## Work to be completed
Find every line in the records below that contains the word "canvas", and copy each such line.

####################

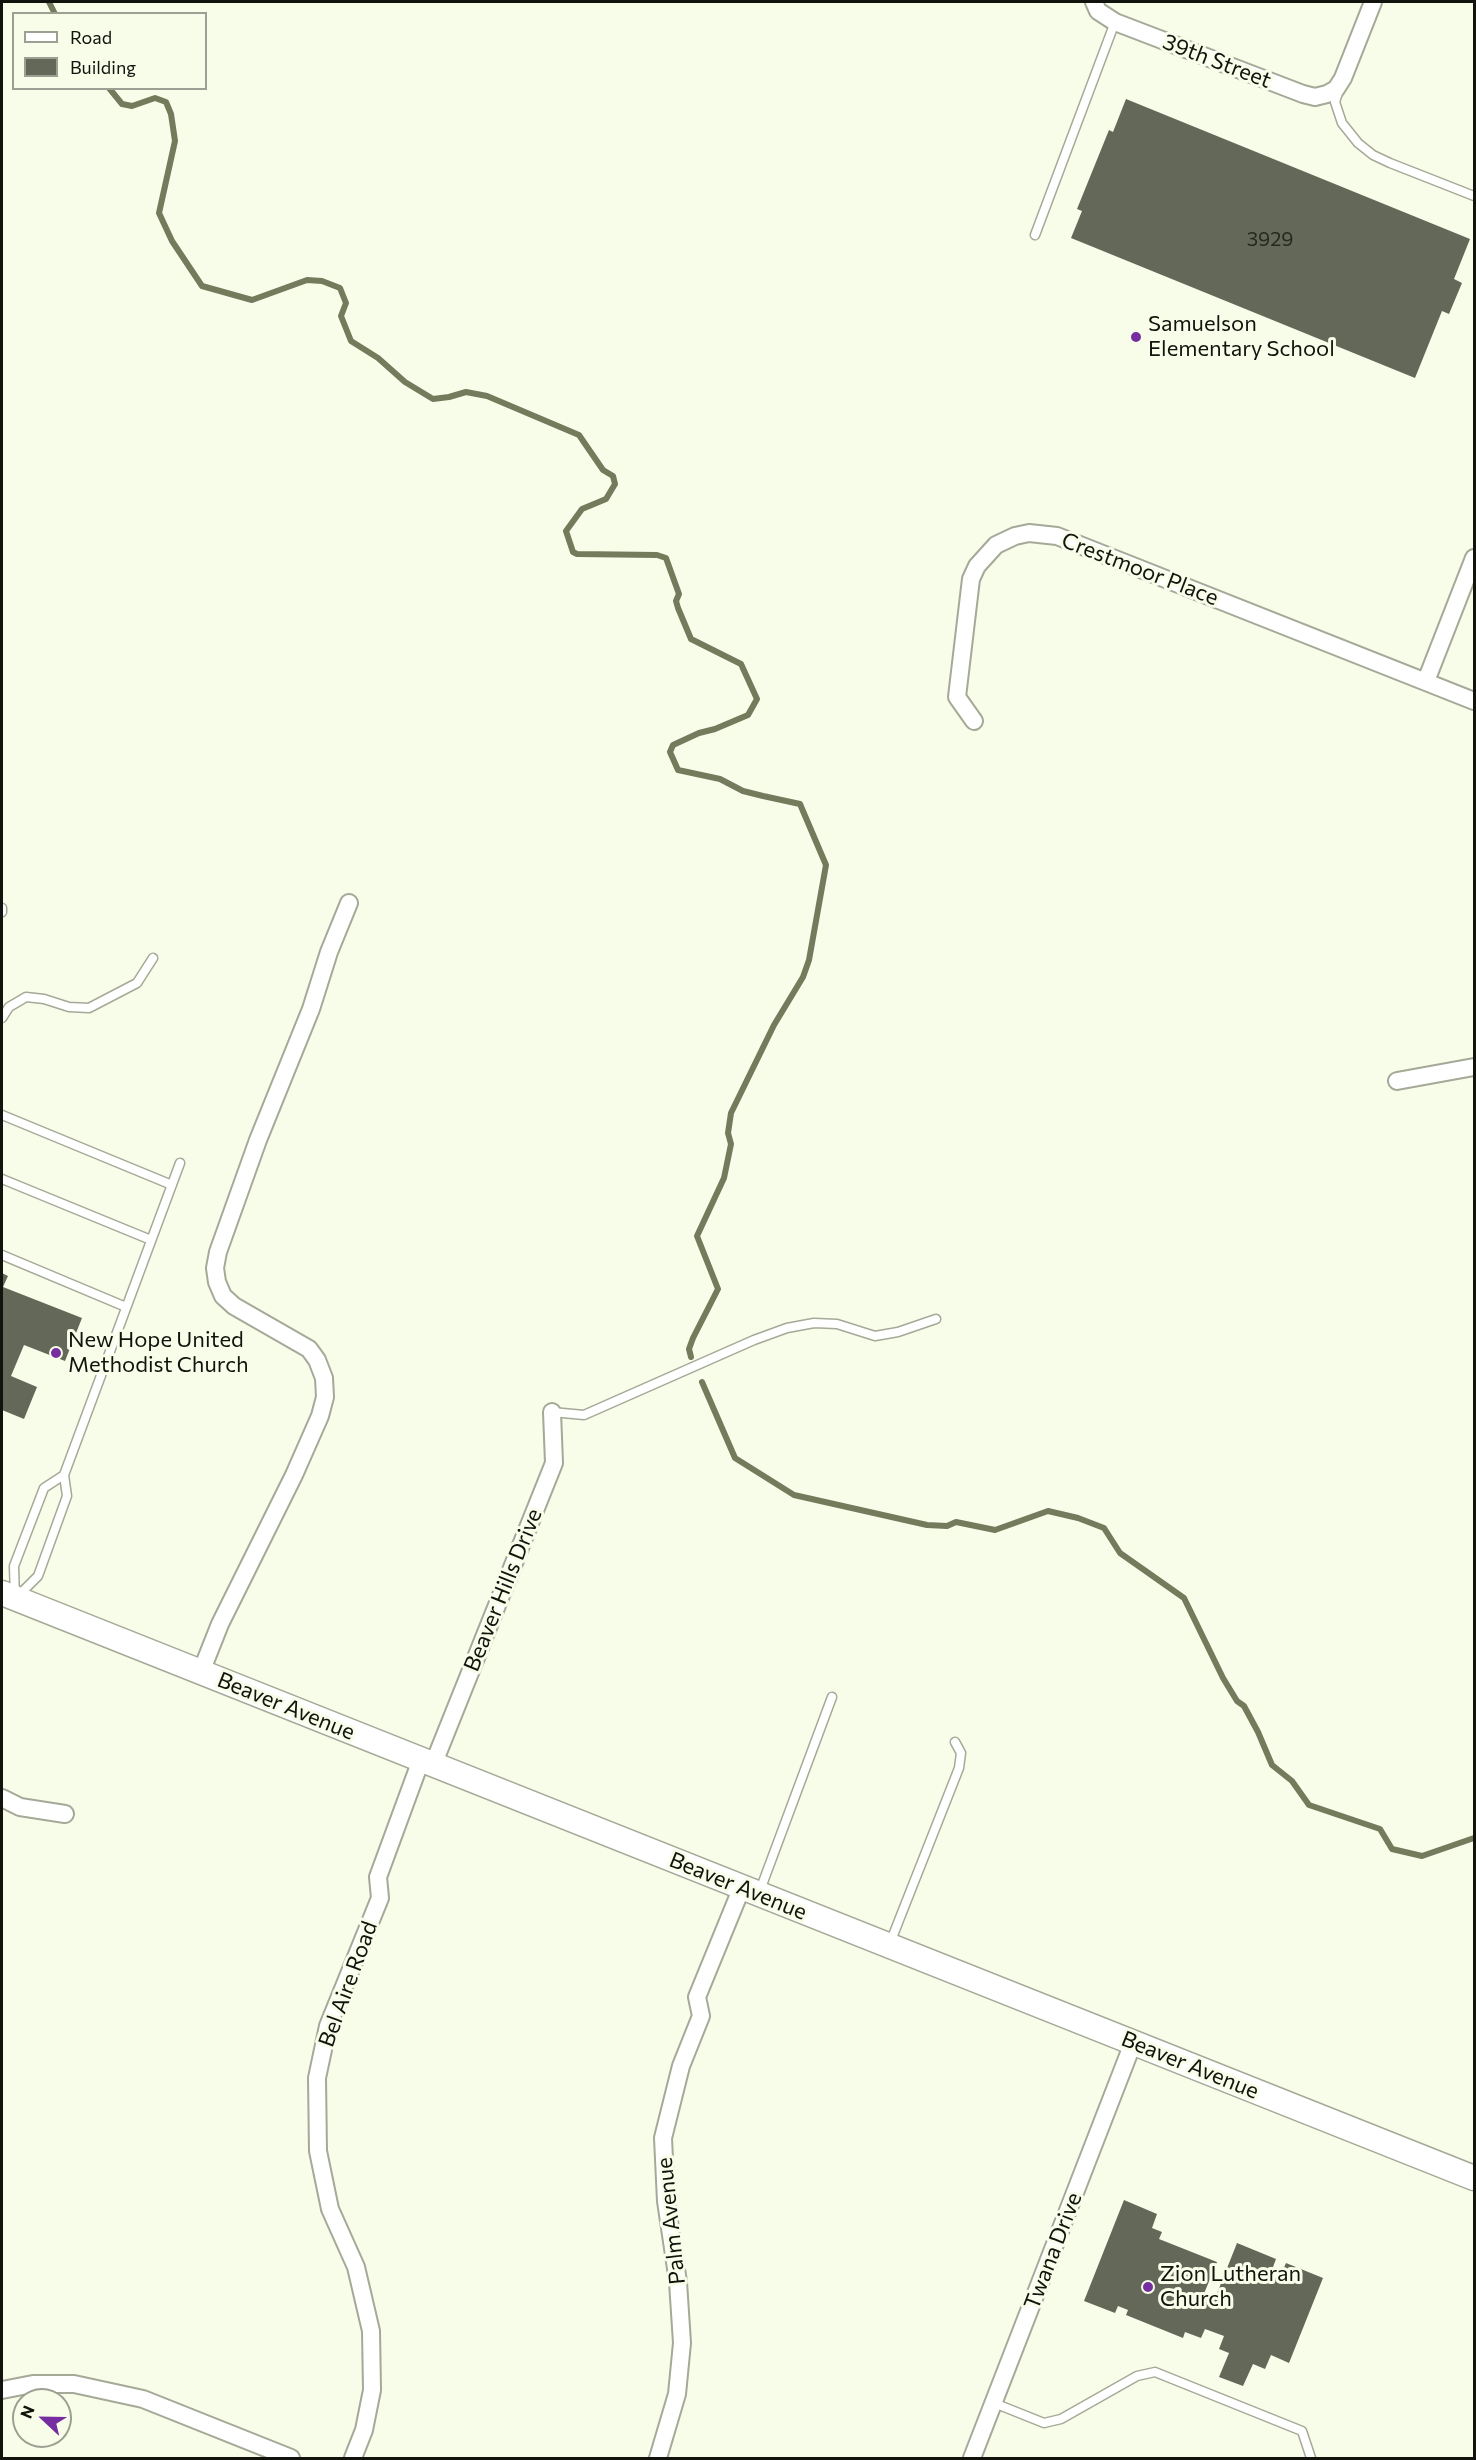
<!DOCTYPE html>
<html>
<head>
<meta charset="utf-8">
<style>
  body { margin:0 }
  #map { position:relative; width:1476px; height:2460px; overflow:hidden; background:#f8fdea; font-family:Commissioner,sans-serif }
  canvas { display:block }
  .frame { position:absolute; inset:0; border:3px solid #11130c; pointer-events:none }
  .legend { position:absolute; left:12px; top:12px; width:195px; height:78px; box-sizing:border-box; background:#f8fdea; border:2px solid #9c9f91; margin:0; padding:8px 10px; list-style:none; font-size:18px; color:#11130c }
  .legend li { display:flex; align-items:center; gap:12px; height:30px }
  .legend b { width:30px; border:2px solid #9c9f91 }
  .north { position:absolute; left:12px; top:2388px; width:60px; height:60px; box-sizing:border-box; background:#f8fdea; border:2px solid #9c9f91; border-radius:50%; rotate:292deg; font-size:16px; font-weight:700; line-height:24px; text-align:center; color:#11130c }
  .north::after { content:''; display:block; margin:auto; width:21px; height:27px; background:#752da0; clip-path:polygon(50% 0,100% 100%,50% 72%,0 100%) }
</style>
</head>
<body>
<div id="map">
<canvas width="1476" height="2460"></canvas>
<div class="frame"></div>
<ul class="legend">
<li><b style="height:8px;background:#fff"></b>Road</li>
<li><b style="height:16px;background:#646858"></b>Building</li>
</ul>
<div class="north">N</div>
</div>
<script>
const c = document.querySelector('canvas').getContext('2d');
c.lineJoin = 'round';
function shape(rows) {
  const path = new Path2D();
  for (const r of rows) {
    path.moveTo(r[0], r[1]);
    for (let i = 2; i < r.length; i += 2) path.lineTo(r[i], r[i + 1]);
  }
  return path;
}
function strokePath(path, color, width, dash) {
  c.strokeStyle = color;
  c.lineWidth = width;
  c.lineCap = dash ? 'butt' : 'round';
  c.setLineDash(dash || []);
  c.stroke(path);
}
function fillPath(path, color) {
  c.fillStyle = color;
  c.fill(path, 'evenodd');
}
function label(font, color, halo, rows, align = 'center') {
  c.font = font + ' Commissioner,sans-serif';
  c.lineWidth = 6;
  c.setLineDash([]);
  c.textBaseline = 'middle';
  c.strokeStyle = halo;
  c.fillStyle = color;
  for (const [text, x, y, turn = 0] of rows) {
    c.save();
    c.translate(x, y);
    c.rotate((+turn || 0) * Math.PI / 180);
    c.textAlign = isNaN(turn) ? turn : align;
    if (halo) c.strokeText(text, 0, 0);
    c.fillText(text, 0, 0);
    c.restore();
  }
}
const stream = shape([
  [49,2,55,14],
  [109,88,122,104,132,106,155,98,166,102,171,114,175,141,159,213,172,241,202,286,252,300,307,280,322,281,340,288,346,303,341,316,351,341,378,358,405,382,433,399,449,397,466,392,487,396,579,435,603,470,613,476,615,484,606,499,582,509,566,531,573,552,577,554,657,555,666,558,679,594,676,601,678,608,691,639,741,664,757,699,748,715,715,729,699,733,673,745,670,752,678,770,720,779,743,791,763,796,800,804,826,865,809,960,803,977,774,1025,731,1113,728,1133,731,1144,724,1178,697,1236,718,1289,693,1338,689,1349,691,1357],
  [702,1382,735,1458,794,1495,927,1525,947,1526,956,1522,995,1530,1048,1511,1078,1518,1104,1528,1120,1553,1184,1598,1223,1678,1237,1701,1244,1706,1258,1732,1272,1765,1292,1781,1309,1805,1380,1829,1392,1849,1422,1856,1474,1838]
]);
const building = shape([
  [1126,99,1470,239,1454,279,1462,283,1449,314,1442,311,1415,378,1071,238,1082,211,1077,209,1109,130,1113,132],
  [2,1273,8,1276,3,1287,82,1318,65,1361,24,1345,11,1376,37,1387,24,1419,2,1410],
  [1124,2200,1157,2214,1152,2228,1162,2232,1159,2239,1217,2262,1203,2296,1214,2301,1237,2243,1276,2259,1270,2275,1279,2279,1286,2263,1323,2278,1289,2363,1271,2355,1265,2369,1253,2364,1243,2386,1219,2377,1229,2353,1219,2349,1224,2336,1205,2329,1201,2338,1185,2332,1183,2338,1126,2315,1128,2310,1118,2306,1115,2313,1084,2301]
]);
const service = shape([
  [1340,87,1335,102,1342,123,1358,143,1373,155,1390,163,1474,196],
  [1035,235,1115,22],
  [2,908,2,912],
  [2,1018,9,1007,26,997,44,999,69,1007,89,1008,137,983,153,958],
  [2,1115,172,1185],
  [2,1179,151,1240],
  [2,1255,126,1307],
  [552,1412,584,1415,754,1340,787,1328,814,1323,837,1324,875,1336,898,1332,936,1319],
  [64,1475,180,1163],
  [64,1475,67,1496,38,1576,15,1599,14,1566,44,1488,64,1475],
  [759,1893,832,1697],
  [890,1943,959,1768,961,1753,955,1742],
  [994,2403,1044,2423,1061,2419,1137,2376,1155,2372,1302,2431,1311,2458]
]);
const minor = shape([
  [1094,2,1098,11,1115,22,1303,94,1315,97,1327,94,1336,89,1343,78,1373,2],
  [1426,681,1474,558],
  [974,721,957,697,971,579,977,566,996,545,1015,536,1029,533,1057,536,1474,701],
  [1397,1081,1474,1067],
  [201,1672,220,1624,294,1475,320,1416,325,1397,324,1378,317,1360,309,1349,234,1306,223,1296,217,1282,215,1268,218,1252,258,1140,311,1009,329,952,349,903],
  [433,1765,554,1463,552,1412],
  [2,1798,20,1807,65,1814],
  [2,2390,33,2384,74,2384,143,2399,291,2458],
  [353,2458,364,2430,372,2390,371,2331,356,2267,330,2209,318,2151,317,2078,328,2026,380,1898,378,1877,421,1760],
  [658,2458,677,2394,682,2343,678,2282,666,2201,663,2138,681,2066,701,2016,697,1997,742,1887],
  [972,2458,1133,2043]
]);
const secondary = shape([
  [2,1593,1474,2178]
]);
const markers = [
  [1136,337,6,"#752da0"],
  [56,1353,6,"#752da0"],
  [1148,2287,6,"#752da0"]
];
const numberNames = [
  ["3929",1270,239]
];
const streetNames = [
  ["39th Street",1217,61,21],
  ["Crestmoor Place",1140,569,21],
  ["Beaver Hills Drive",503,1590,-68],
  ["Beaver Avenue",286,1706,22],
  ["Beaver Avenue",738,1886,22],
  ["Bel Aire Road",348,1984,-70],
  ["Beaver Avenue",1190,2065,22],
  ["Palm Avenue",671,2221,-96],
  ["Twana Drive",1053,2251,-69]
];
const poiNames = [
  ["Samuelson",1148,324],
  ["Elementary School",1148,349],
  ["New Hope United",68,1340],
  ["Methodist Church",68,1365],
  ["Zion Lutheran",1160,2274],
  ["Church",1160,2299]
];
strokePath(stream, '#737b5c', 6);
fillPath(building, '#646858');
strokePath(service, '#a5a997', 11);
strokePath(minor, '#a5a997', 20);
strokePath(secondary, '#a5a997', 27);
strokePath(service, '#fff', 8);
strokePath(minor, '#fff', 16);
strokePath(secondary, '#fff', 24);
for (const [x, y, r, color] of markers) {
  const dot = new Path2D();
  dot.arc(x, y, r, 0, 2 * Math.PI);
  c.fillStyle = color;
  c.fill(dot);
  strokePath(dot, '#f8fdea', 2);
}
label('20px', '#26281f', null, numberNames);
label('22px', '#11130c', '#f8fdea', streetNames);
label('22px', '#11130c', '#f8fdea', poiNames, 'left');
</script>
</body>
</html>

####################

## Response to this task
  canvas { display:block }
<canvas width="1476" height="2460"></canvas>
const c = document.querySelector('canvas').getContext('2d');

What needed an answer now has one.